The Swedish Pensions Agency (SPA) has launched an inquiry into the country’s pension system, following criticisms that suggested Swedish pensions were inadequate for some savers.
The SPA noted the system had been criticised for pensions being too low, younger Swedes having to save more to receive the same pension levels as previous generations and goals decided by the Riksdag not being achieved.
According to the SPA, the system was often described as being “constantly eroded” and that if things continued, current and future pensioners could be thrown into poverty.
The body says that various players are demanding higher pension contributions and more favourable conditions for private savings.

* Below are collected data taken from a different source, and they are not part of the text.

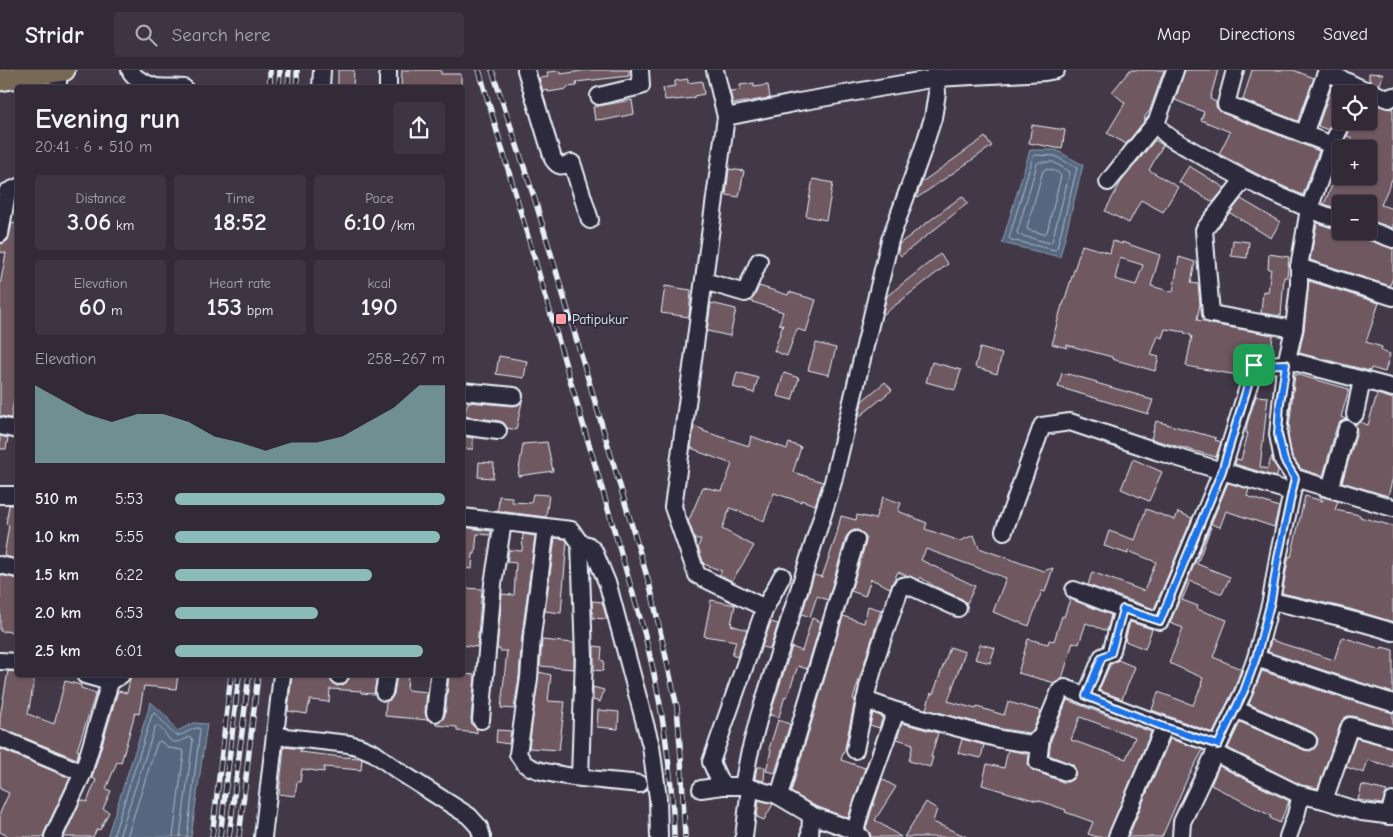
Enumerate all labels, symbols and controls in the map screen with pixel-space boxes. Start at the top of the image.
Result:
search box [114,12,464,57]
text: Stridr [25,21,84,49]
icon: search [132,21,160,49]
text: Search here [172,24,271,46]
text: Map [1157,24,1191,45]
text: Directions [1219,24,1295,45]
text: Saved [1323,24,1368,45]
map controls [1332,85,1377,240]
button: locate [1332,85,1377,130]
button: share [393,102,445,154]
text: Evening run [35,103,180,135]
text: 20:41 · 6 × 510 m [35,138,152,156]
button: + [1332,140,1377,185]
text: Distance [76,190,126,207]
text: Time [225,190,255,207]
text: Pace [365,190,393,207]
button: − [1332,195,1377,240]
text: 3.06 [67,207,111,236]
text: 18:52 [213,207,267,236]
text: 6:10 [344,207,386,236]
text: km [111,217,134,234]
text: /km [386,217,415,234]
text: Elevation [74,275,127,292]
text: Heart rate [209,275,271,292]
text: kcal [368,275,391,292]
text: 60 [79,292,106,321]
text: 153 [207,292,242,321]
text: 190 [361,292,398,321]
text: m [106,302,122,319]
text: bpm [242,302,273,319]
place label: Patipukur [572,311,628,328]
marker: Patipukur [554,312,568,326]
pin [1233,344,1275,386]
text: Elevation [35,350,96,368]
text: 258–267 m [367,350,445,368]
icon: arrive [1240,351,1268,379]
text: 510 m [35,490,77,508]
text: 5:53 [115,490,143,508]
text: 1.0 km [35,528,80,546]
text: 5:55 [115,528,144,546]
text: 1.5 km [35,566,79,584]
text: 6:22 [115,566,143,584]
text: 2.0 km [35,604,81,622]
text: 6:53 [115,604,143,622]
text: 2.5 km [35,642,81,660]
text: 6:01 [115,642,143,660]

“The Swedish Pensions Agency has an information assignment where we will increase our understanding of the pension system. To create a true picture of pensions and the pension system, we will provide a fact-based picture of the system and its effects,” said SPA Director General, Daniel Barr.

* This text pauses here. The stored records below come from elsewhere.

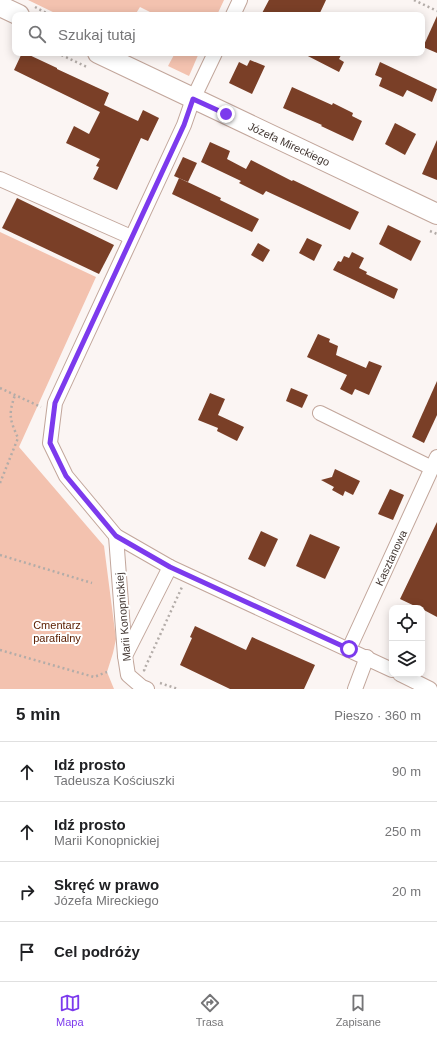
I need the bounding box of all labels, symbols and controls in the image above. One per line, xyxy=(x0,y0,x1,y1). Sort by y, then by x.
search box xyxy=(12,12,425,56)
icon: search xyxy=(26,23,48,45)
text: Szukaj tutaj xyxy=(58,26,136,43)
route end xyxy=(217,105,235,123)
street label: Józefa Mireckiego xyxy=(246,120,332,168)
street label: Kasztanowa xyxy=(373,528,409,588)
street label: Marii Konopnickiej xyxy=(113,572,133,662)
map controls xyxy=(389,605,425,677)
button: locate xyxy=(389,605,425,641)
park label: Cmentarz parafialny xyxy=(33,619,81,644)
route start xyxy=(340,640,358,658)
button: layers xyxy=(389,641,425,677)
text: 5 min xyxy=(16,705,60,724)
text: Pieszo · 360 m xyxy=(334,708,421,723)
text: Idź prosto xyxy=(54,756,126,773)
icon: ahead xyxy=(16,761,38,783)
text: 90 m xyxy=(392,764,421,779)
text: Tadeusza Kościuszki xyxy=(54,773,175,788)
text: Idź prosto xyxy=(54,816,126,833)
icon: ahead xyxy=(16,821,38,843)
text: 250 m xyxy=(385,824,421,839)
text: Marii Konopnickiej xyxy=(54,833,160,848)
text: Skręć w prawo xyxy=(54,876,159,893)
icon: right xyxy=(16,881,38,903)
text: 20 m xyxy=(392,884,421,899)
text: Józefa Mireckiego xyxy=(54,893,159,908)
icon: arrive xyxy=(16,941,38,963)
text: Cel podróży xyxy=(54,943,140,960)
tab: Mapa xyxy=(56,992,84,1028)
tab: Trasa xyxy=(196,992,223,1028)
tab: Zapisane xyxy=(336,992,381,1028)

“Regardless of what decisions are made about the pension system, they need to be well-founded, we owe it to current and future pensioners and those in employment.”
The inquiry and subsequent reports will be based on central criticisms of the pension system. The Swedish Pensions Agency will publish the reports with pre-determined dates up until the summer of 2022.
The first report, titled ‘Are pensions sufficient?’ will be published on 12 November 2021.
In August, the SPA released findings from a report that revealed a fifth of Swedish people who worked past retirement did so because they felt their pension was too low.
A recent study from Skandia suggested students were hit hardest under the current system. Graduates could be required to save an additional SEK 1,800 a month in their career to attain their desired pension sum, according to the study.